Dara (cmdrdara) | 2650 comments Emily Asher-Perrin asks this question at Tor and I thought it would be a good question to pose here.

Asher-Perrin says,
There are no movies in my head. There are smudges and jump cuts and brief glimmers of high-res. There is a strange composite of things I know and things I don’t know, like a shoebox diorama half painted and half made out of photographs cut from magazines. And I love when movies get made from stories I adore—whether they overwrite the vague image I had in my head or they fill in the gaps I couldn’t manage, they help me complete the pictures that my brain is choosing to leave half-finished. It’s extra exciting to have to image finally filled in all the way to the edges of the page.

It's very much the same for me. I often cast actors to help me visualize things but environments, particularly indoors, are rough amalgamations of rooms with little clarity or detail.

In an interview somewhere that I can't find now, Daniel Radcliffe said when he reads he visualizes things as a cartoon which I found interesting.

What do you all imagine when you read?

message 2: by David H. (new)

David H. (farrakut) | 865 comments I really don't imagine much.

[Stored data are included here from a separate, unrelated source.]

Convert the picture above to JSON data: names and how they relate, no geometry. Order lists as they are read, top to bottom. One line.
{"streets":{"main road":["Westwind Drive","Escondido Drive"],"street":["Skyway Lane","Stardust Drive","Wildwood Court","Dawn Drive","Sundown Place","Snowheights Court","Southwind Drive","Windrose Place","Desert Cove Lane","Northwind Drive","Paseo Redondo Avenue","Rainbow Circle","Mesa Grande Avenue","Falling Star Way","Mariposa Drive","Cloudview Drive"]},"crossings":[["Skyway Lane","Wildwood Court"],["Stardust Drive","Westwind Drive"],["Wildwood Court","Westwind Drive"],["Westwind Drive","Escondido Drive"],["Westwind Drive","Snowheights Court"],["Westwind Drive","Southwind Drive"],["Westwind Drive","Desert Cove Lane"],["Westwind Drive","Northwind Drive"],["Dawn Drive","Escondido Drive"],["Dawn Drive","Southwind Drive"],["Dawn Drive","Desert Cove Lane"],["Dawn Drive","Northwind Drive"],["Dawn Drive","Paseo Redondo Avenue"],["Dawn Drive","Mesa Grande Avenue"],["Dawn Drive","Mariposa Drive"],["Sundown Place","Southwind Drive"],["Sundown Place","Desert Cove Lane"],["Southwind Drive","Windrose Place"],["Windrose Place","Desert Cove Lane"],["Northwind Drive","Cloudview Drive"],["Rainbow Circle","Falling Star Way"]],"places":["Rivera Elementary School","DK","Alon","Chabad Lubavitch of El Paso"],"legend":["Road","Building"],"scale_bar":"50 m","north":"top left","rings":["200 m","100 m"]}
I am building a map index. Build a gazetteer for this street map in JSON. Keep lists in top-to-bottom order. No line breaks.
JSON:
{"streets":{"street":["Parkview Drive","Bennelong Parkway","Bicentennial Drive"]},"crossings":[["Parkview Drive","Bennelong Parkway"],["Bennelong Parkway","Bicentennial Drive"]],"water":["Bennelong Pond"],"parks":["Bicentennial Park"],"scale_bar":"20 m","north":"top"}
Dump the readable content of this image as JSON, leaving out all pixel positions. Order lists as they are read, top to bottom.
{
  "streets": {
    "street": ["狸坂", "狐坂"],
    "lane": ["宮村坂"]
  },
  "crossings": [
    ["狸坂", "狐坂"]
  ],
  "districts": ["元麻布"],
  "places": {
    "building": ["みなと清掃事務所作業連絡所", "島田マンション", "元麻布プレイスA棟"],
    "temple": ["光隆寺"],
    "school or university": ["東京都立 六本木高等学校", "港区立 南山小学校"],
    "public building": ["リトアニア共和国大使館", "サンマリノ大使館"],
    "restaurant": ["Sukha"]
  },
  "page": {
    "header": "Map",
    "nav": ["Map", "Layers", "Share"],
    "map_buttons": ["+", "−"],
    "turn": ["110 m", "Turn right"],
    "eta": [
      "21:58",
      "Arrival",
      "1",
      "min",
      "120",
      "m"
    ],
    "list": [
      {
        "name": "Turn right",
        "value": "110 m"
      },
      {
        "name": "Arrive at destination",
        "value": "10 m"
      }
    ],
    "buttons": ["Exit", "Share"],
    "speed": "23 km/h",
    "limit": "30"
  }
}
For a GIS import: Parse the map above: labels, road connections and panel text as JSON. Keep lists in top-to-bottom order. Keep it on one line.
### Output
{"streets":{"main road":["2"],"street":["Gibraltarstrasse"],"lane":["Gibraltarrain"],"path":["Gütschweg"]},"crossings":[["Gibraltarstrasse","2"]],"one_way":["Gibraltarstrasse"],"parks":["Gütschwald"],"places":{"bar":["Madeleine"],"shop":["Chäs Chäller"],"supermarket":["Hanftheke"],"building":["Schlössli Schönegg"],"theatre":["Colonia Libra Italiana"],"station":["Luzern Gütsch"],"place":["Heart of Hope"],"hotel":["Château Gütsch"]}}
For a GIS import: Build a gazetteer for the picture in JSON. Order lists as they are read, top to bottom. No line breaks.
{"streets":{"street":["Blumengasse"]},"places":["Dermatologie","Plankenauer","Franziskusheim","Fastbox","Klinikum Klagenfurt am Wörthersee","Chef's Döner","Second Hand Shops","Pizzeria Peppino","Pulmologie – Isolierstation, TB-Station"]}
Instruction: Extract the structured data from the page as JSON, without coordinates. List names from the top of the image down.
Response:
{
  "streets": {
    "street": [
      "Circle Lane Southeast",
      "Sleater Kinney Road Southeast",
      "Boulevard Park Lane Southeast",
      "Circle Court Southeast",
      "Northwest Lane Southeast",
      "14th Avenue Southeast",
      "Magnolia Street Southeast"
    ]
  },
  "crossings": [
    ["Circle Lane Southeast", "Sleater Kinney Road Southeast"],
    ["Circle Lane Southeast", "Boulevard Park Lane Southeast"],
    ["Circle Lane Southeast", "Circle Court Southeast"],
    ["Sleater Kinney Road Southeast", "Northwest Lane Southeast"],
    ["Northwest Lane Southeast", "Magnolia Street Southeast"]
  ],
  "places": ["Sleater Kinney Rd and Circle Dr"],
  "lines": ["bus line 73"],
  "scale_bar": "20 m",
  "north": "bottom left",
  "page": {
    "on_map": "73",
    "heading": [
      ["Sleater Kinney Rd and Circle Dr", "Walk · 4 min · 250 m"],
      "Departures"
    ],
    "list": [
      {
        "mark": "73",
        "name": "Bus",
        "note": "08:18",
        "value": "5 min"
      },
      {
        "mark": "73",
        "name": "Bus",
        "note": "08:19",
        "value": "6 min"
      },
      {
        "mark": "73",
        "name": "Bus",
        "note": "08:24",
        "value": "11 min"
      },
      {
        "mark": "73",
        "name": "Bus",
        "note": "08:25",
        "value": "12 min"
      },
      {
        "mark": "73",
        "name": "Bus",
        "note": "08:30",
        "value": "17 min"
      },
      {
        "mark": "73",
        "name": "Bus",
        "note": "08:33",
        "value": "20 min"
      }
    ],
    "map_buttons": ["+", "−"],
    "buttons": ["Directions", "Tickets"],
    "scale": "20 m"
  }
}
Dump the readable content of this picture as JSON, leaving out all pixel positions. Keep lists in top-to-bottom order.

I don't have aphantasia like Yoon Ha Lee for example, but usually at most I'm visualizing where characters are in relation to each other, and then maybe a "hmm, what do they look like again?" I know Rand is a tall redhead in the Wheel of Time and I know Perrin has or gets a beard, but I don't really have a mental image of Mat for example.

message 3: by Melani (new)

Melani | 149 comments I'm fairly sure that I do have aphantasia, I don't picture things in my head and when I first realized that people do that it was so foreign to me. Ask me to picture myself on a beach and it's more about the feelings of being on a beach rather then an actual picture.

So I don't really visualize when I'm reading at all. I don't cast characters and I don't think about what they look like beyond 'brown, fluffy hair means Hermione". The closest I've ever come to visualization happened when I re-read LoTR after watching the movies and I couldn't not hear Ian McKellen's voice as Gandalf.

message 4: by John (Taloni) (new)

John (Taloni) Taloni (johntaloni) | 3040 comments I don't. For me a book is about entering a place of silence in my head and absorbing the text.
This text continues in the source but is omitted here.